THE NHL will release teams’ protected and available lists to the public before the Vegas Golden Knights’ expansion draft in June.

The league announced the decision on Twitter on Wednesday. NHL general managers had expressed a desire to keep the lists private.

All 30 existing teams must submit their list of protected players by 5 p.m. EDT June 17. Vegas must submit its selections by 5 p.m. June 20, with the announcement of those picks made June 21.

WEDNESDAY’S GAME

BLACKHAWKS 5, PENGUINS 1: Artemi Panarin and Richard Panik started a four-goal first period as visiting Chicago moved closer to locking up the Central Division title.

Marcus Kruger and Marian Hossa also scored during an explosive first period as the Blackhawks moved nine points clear of second-place Minnesota with five games left in the regular season. Tanner Nero added a breakaway goal in the third. Patrick Kane picked up two assists to move past Sidney Crosby and into second place in the NHL scoring race.
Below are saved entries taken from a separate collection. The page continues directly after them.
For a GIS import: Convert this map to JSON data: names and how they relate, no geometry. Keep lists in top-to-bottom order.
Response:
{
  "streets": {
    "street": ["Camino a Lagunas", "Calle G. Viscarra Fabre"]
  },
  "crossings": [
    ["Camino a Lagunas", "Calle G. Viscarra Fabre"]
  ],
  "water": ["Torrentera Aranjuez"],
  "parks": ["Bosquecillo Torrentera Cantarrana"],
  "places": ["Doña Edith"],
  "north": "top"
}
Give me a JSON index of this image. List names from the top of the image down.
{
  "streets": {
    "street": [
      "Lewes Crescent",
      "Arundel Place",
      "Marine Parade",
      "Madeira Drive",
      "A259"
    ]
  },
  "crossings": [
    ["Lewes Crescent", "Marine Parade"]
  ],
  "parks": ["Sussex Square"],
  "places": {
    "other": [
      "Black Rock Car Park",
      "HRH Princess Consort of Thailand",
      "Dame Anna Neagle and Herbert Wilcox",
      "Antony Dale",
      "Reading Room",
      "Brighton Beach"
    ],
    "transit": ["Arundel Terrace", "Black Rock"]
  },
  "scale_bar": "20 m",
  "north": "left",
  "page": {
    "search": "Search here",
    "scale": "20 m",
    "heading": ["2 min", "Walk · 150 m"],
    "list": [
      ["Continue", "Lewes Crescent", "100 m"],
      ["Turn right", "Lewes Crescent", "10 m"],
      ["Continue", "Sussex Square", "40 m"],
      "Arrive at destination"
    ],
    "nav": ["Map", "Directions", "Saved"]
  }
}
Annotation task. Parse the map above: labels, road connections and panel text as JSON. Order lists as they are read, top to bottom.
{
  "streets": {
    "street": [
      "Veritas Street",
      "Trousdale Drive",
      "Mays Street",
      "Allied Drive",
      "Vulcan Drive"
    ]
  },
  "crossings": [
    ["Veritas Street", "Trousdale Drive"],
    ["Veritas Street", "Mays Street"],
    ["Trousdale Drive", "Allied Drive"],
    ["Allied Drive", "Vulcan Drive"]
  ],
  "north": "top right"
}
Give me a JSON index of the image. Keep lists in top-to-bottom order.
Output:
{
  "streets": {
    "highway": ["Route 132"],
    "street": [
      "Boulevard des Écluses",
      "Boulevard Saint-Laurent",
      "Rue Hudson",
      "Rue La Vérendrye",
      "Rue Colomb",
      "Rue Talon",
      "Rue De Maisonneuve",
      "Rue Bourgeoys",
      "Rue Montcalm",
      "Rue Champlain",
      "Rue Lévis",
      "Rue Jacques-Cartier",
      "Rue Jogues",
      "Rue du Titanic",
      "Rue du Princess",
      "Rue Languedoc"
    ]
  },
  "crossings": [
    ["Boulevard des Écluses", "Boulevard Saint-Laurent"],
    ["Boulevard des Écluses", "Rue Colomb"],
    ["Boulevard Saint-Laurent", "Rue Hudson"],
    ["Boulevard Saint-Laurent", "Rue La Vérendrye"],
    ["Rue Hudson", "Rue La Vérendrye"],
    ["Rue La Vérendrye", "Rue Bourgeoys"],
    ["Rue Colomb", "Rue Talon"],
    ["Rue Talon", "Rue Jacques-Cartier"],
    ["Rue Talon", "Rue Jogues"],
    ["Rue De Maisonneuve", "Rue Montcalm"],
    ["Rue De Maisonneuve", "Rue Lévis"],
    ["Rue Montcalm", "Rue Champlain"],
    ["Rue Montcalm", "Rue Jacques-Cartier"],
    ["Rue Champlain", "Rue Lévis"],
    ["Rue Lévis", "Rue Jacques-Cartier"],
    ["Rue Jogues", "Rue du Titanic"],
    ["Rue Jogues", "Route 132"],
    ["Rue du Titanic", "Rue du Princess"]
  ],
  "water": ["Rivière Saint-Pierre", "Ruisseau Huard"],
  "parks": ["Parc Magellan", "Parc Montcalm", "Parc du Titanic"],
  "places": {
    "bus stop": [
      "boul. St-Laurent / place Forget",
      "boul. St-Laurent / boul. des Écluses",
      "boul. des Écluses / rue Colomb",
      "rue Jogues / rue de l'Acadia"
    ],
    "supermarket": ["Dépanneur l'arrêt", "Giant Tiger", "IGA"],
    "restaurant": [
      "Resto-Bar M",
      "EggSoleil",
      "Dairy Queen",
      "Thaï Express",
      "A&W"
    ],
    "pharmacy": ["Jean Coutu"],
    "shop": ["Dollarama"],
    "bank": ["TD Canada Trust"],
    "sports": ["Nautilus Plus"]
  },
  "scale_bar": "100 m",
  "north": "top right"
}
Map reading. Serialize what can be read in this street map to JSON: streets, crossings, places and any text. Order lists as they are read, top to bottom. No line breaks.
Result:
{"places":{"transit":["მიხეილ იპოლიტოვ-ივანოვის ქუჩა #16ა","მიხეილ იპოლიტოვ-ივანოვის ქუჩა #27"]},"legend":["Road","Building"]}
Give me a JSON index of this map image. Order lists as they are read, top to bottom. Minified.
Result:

Corey Crawford stopped 31 shots for Chicago, which beat the Penguins in regulation on the road for the first time since 1997.

Marc-Andre Fleury finished with 31 saves but received little help outside of Bryan Rust’s third-period goal. The defending Stanley Cup champions saw their winless streak reach four games, and their chances to catch first-place Washington atop the Metropolitan Division took another hit.